*What to do*: Copy the lines from the start of the records below through the line containing "position:absolute; left:1660px; top:1210px;", both included, and leave out the pictures.
□ □ □ □ □ □ □
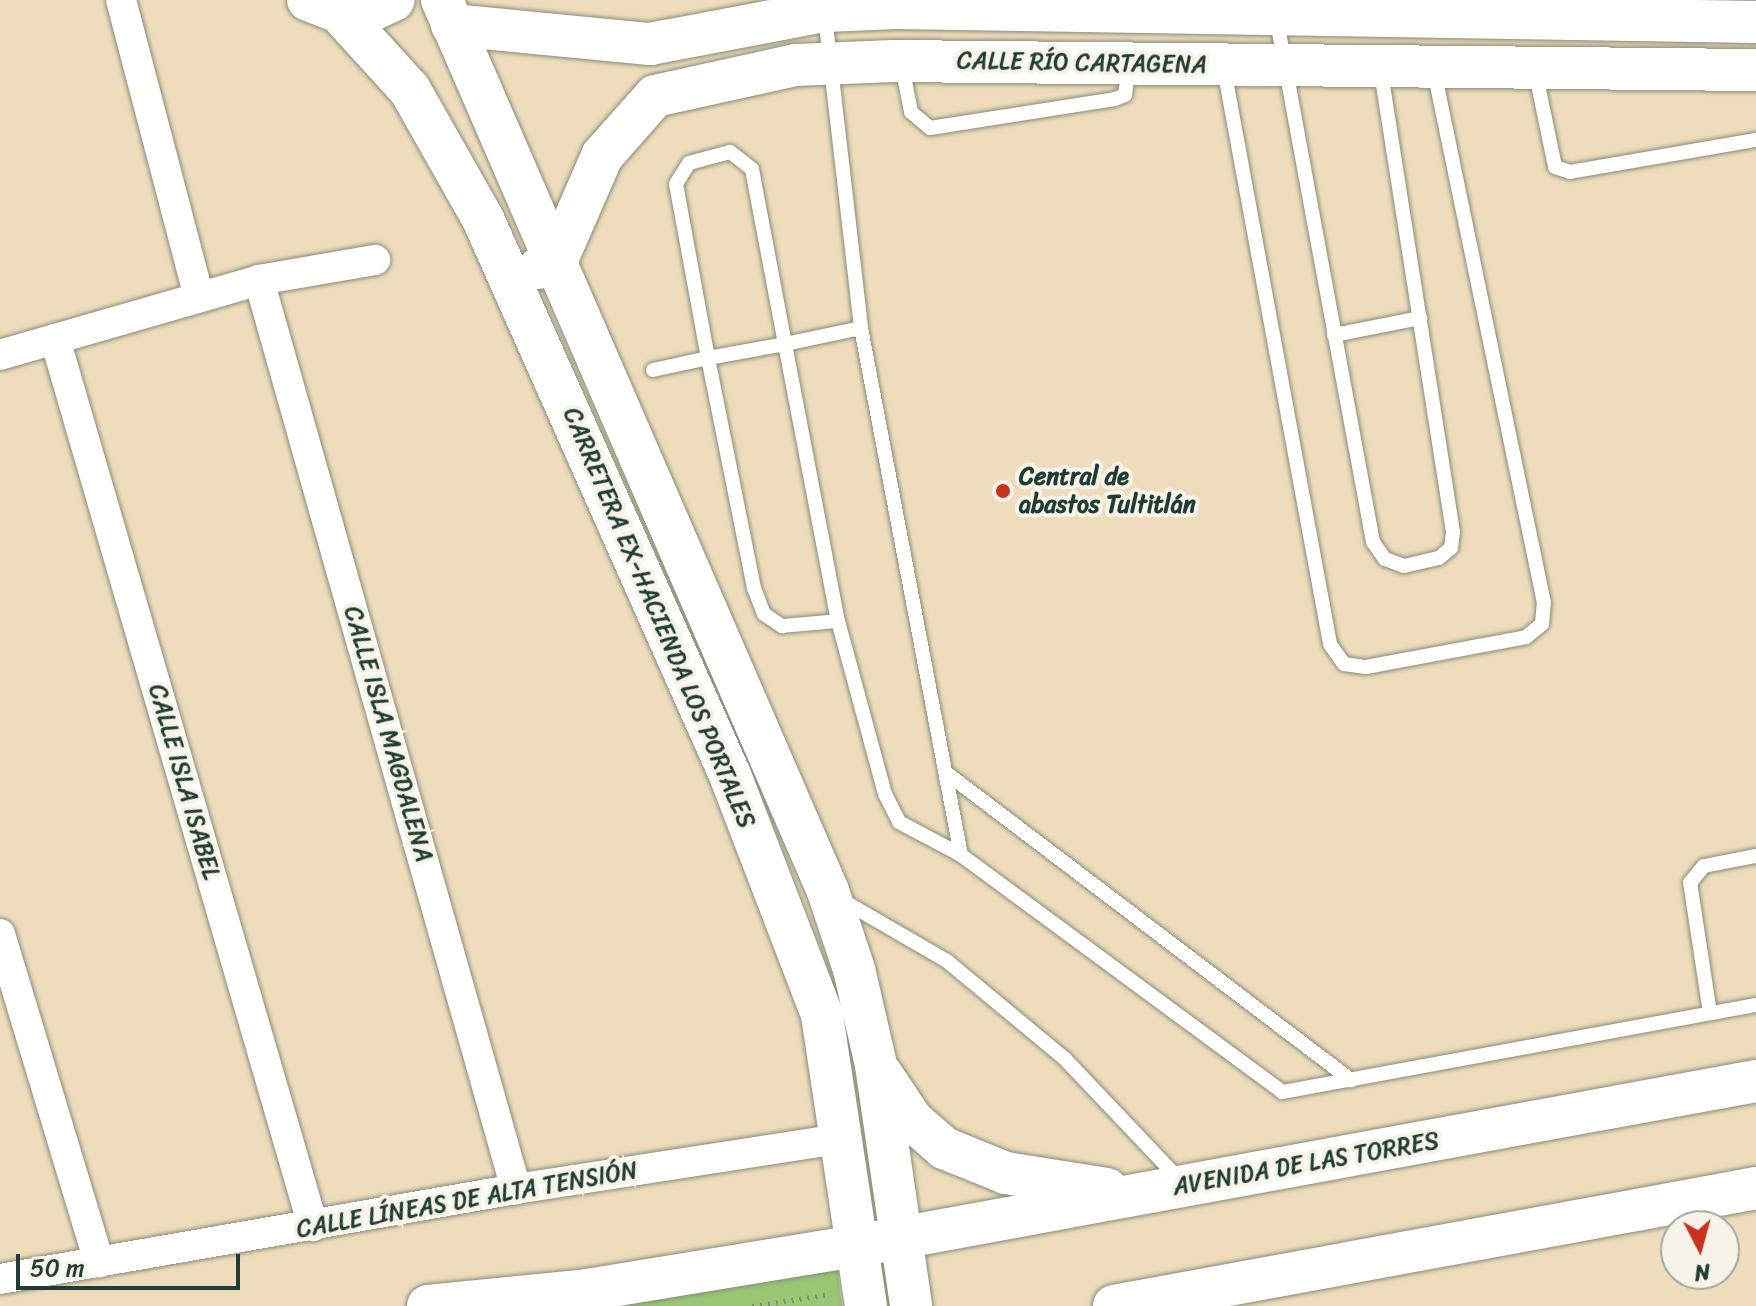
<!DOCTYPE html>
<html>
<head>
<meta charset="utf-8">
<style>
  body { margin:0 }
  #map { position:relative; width:1756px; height:1306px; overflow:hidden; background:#efdcbc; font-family:Sriracha,sans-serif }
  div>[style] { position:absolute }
  .green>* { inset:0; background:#99c774 }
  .path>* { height:5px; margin-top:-2.5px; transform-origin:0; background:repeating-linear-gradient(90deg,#878c78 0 2px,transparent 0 8px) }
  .roads { filter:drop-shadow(0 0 2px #878c78) drop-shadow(0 0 2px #878c78) }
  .service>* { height:14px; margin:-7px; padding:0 7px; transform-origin:7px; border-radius:7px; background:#fff }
  .minor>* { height:30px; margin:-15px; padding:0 15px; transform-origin:15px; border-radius:15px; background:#fff }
  .secondary>* { height:42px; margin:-21px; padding:0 21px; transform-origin:21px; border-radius:21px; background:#fff }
  .dots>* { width:22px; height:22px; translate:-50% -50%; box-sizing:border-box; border:4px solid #f7f3e8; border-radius:50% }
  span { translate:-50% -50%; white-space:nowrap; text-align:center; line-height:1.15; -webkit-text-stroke:8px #f7f3e8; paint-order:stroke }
  .street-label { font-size:24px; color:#1f3d34 }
  .poi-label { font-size:24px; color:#1f3d34; font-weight:700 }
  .left { translate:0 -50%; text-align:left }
  .north { position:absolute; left:1660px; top:1210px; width:80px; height:80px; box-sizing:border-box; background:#f7f3e8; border:2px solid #a1aaa0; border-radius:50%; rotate:174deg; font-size:22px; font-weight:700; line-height:32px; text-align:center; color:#1f3d34 }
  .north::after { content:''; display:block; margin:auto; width:28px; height:36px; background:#c8321e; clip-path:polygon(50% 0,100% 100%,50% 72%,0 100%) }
  .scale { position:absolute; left:16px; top:1254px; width:224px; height:36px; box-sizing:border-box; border:4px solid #1f3d34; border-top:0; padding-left:10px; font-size:24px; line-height:28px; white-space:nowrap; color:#1f3d34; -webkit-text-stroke:6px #f7f3e8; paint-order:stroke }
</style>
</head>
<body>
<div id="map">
  <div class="green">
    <i style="clip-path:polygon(837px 1268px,842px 1306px,620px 1306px)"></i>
  </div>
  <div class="path">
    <i style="left:752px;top:1306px;width:80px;rotate:-8.6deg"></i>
  </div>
  <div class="roads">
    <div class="service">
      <i style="left:825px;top:16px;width:314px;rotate:83.4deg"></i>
      <i style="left:861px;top:328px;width:536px;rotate:79.26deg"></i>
      <i style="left:961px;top:855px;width:399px;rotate:36.4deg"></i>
      <i style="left:1282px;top:1092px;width:482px;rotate:-10.4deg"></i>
      <i style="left:1276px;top:16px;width:535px;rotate:79.55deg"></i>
      <i style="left:1373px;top:542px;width:21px;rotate:55deg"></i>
      <i style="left:1385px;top:559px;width:20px;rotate:20deg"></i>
      <i style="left:1404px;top:566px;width:36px;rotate:-13deg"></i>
      <i style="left:1439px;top:558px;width:16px;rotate:-40deg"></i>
      <i style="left:1451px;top:548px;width:16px;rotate:-83deg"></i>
      <i style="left:1453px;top:532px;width:468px;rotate:-98.9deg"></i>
      <i style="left:902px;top:66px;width:47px;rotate:78.9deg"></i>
      <i style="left:911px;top:112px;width:25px;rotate:40deg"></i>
      <i style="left:930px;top:128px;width:187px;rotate:-8.9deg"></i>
      <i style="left:1115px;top:99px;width:11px;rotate:-22deg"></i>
      <i style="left:1125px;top:95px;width:27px;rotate:-82deg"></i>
      <i style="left:1224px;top:69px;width:585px;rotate:79.55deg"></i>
      <i style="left:1330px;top:644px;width:24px;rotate:55deg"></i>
      <i style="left:1344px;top:664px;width:22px;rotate:8deg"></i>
      <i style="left:1366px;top:667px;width:163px;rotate:-10.6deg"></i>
      <i style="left:1526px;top:637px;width:21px;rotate:-39deg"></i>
      <i style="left:1542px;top:624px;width:21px;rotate:-85deg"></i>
      <i style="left:1544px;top:603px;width:543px;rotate:-101.68deg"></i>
      <i style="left:1535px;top:70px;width:99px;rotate:78.3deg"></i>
      <i style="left:1555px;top:167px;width:16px;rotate:18deg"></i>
      <i style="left:1570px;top:172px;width:189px;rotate:-9.8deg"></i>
      <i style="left:861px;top:328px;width:78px;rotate:168.1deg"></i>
      <i style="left:785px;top:344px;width:282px;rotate:79.2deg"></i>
      <i style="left:838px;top:621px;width:179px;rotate:74.8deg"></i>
      <i style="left:885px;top:794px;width:31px;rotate:63deg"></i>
      <i style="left:899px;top:822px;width:70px;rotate:28deg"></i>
      <i style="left:1334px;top:335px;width:88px;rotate:-11.2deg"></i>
      <i style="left:653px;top:370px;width:56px;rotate:-12.3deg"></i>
      <i style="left:708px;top:358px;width:78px;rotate:-10.3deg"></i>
      <i style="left:785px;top:344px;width:178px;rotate:-100.7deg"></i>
      <i style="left:752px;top:169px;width:28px;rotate:-142deg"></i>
      <i style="left:730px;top:152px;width:42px;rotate:165deg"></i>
      <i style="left:689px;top:163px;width:25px;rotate:122deg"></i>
      <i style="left:676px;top:184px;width:177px;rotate:79.6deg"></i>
      <i style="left:708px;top:358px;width:235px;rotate:78.7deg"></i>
      <i style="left:754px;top:588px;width:28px;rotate:69deg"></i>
      <i style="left:764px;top:614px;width:22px;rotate:34deg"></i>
      <i style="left:782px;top:626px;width:56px;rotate:-5.1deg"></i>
      <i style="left:949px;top:775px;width:505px;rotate:37.19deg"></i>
      <i style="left:840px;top:899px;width:124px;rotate:30.1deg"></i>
      <i style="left:947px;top:961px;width:153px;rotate:39.7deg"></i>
      <i style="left:1065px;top:1059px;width:167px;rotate:46.5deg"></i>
      <i style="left:1710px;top:1013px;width:132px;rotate:-98.7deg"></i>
      <i style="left:1690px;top:883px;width:22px;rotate:-51deg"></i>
      <i style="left:1704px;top:866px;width:53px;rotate:-10.9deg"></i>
    </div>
    <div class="minor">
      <i style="left:121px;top:0;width:307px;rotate:75.3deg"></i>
      <i style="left:259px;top:280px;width:945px;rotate:74.21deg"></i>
      <i style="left:55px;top:339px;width:924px;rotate:73.78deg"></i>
      <i style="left:0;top:355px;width:270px;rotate:-16.1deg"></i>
      <i style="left:259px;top:280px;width:118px;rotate:-9.8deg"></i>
      <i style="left:0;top:934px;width:343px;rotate:73.2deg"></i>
      <i style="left:0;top:1279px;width:524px;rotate:-9.89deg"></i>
      <i style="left:516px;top:1189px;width:328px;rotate:-8.8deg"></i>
    </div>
    <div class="secondary">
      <i style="left:308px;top:0;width:33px;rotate:21deg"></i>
      <i style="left:339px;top:12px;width:105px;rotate:47.7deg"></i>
      <i style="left:410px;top:90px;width:148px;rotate:60.5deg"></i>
      <i style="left:483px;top:219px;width:608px;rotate:66.05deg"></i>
      <i style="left:730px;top:775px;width:257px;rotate:69deg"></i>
      <i style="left:822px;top:1015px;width:294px;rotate:81.4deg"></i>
      <i style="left:442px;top:0;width:971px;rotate:66.58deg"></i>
      <i style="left:828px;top:891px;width:82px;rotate:71.6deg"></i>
      <i style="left:854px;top:969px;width:98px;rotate:77.1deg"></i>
      <i style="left:876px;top:1065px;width:244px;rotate:81.7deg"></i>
      <i style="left:339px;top:12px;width:31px;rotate:-2deg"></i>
      <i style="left:370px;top:11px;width:26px;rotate:-25deg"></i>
      <i style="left:452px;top:25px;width:199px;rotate:5.5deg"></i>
      <i style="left:650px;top:44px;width:178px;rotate:-10.7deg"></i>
      <i style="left:825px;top:11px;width:71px;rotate:-2.4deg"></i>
      <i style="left:896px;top:8px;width:860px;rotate:0.93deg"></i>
      <i style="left:539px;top:268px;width:18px;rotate:-19deg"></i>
      <i style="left:556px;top:262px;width:116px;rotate:-66.5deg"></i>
      <i style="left:602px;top:156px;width:80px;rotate:-48.5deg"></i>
      <i style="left:655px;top:96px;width:144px;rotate:-12.4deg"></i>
      <i style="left:796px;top:65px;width:97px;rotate:-2.4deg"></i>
      <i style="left:893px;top:61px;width:863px;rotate:0.6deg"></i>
      <i style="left:882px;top:1075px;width:54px;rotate:56.3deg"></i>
      <i style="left:912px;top:1120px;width:43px;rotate:41.2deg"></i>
      <i style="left:944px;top:1148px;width:67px;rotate:22deg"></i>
      <i style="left:1006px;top:1173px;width:102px;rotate:9deg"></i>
      <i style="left:428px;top:1306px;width:160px;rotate:-5.7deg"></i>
      <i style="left:587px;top:1290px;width:273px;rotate:-9.3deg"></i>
      <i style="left:856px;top:1246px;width:915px;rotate:-10.39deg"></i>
      <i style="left:1114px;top:1306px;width:653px;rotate:-10.41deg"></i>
    </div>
  </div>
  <div class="dots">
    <i style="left:1003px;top:491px;background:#c8321e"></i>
  </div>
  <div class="street-label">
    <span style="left:1082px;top:63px;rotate:1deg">CALLE RÍO CARTAGENA</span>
    <span style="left:659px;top:618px;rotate:67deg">CARRETERA EX-HACIENDA LOS PORTALES</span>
    <span style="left:388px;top:734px;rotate:74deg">CALLE ISLA MAGDALENA</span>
    <span style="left:184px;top:782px;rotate:74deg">CALLE ISLA ISABEL</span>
    <span style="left:1306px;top:1164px;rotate:-10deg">AVENIDA DE LAS TORRES</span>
    <span style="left:467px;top:1200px;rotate:-10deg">CALLE LÍNEAS DE ALTA TENSIÓN</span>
  </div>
  <div class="poi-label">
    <span class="left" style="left:1019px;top:491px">Central de<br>abastos Tultitlán</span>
  </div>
  <div class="north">N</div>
  <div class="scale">50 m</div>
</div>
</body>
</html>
□ □ □ □ □ □ □
*Response below*:
<!DOCTYPE html>
<html>
<head>
<meta charset="utf-8">
<style>
  body { margin:0 }
  #map { position:relative; width:1756px; height:1306px; overflow:hidden; background:#efdcbc; font-family:Sriracha,sans-serif }
  div>[style] { position:absolute }
  .green>* { inset:0; background:#99c774 }
  .path>* { height:5px; margin-top:-2.5px; transform-origin:0; background:repeating-linear-gradient(90deg,#878c78 0 2px,transparent 0 8px) }
  .roads { filter:drop-shadow(0 0 2px #878c78) drop-shadow(0 0 2px #878c78) }
  .service>* { height:14px; margin:-7px; padding:0 7px; transform-origin:7px; border-radius:7px; background:#fff }
  .minor>* { height:30px; margin:-15px; padding:0 15px; transform-origin:15px; border-radius:15px; background:#fff }
  .secondary>* { height:42px; margin:-21px; padding:0 21px; transform-origin:21px; border-radius:21px; background:#fff }
  .dots>* { width:22px; height:22px; translate:-50% -50%; box-sizing:border-box; border:4px solid #f7f3e8; border-radius:50% }
  span { translate:-50% -50%; white-space:nowrap; text-align:center; line-height:1.15; -webkit-text-stroke:8px #f7f3e8; paint-order:stroke }
  .street-label { font-size:24px; color:#1f3d34 }
  .poi-label { font-size:24px; color:#1f3d34; font-weight:700 }
  .left { translate:0 -50%; text-align:left }
  .north { position:absolute; left:1660px; top:1210px; width:80px; height:80px; box-sizing:border-box; background:#f7f3e8; border:2px solid #a1aaa0; border-radius:50%; rotate:174deg; font-size:22px; font-weight:700; line-height:32px; text-align:center; color:#1f3d34 }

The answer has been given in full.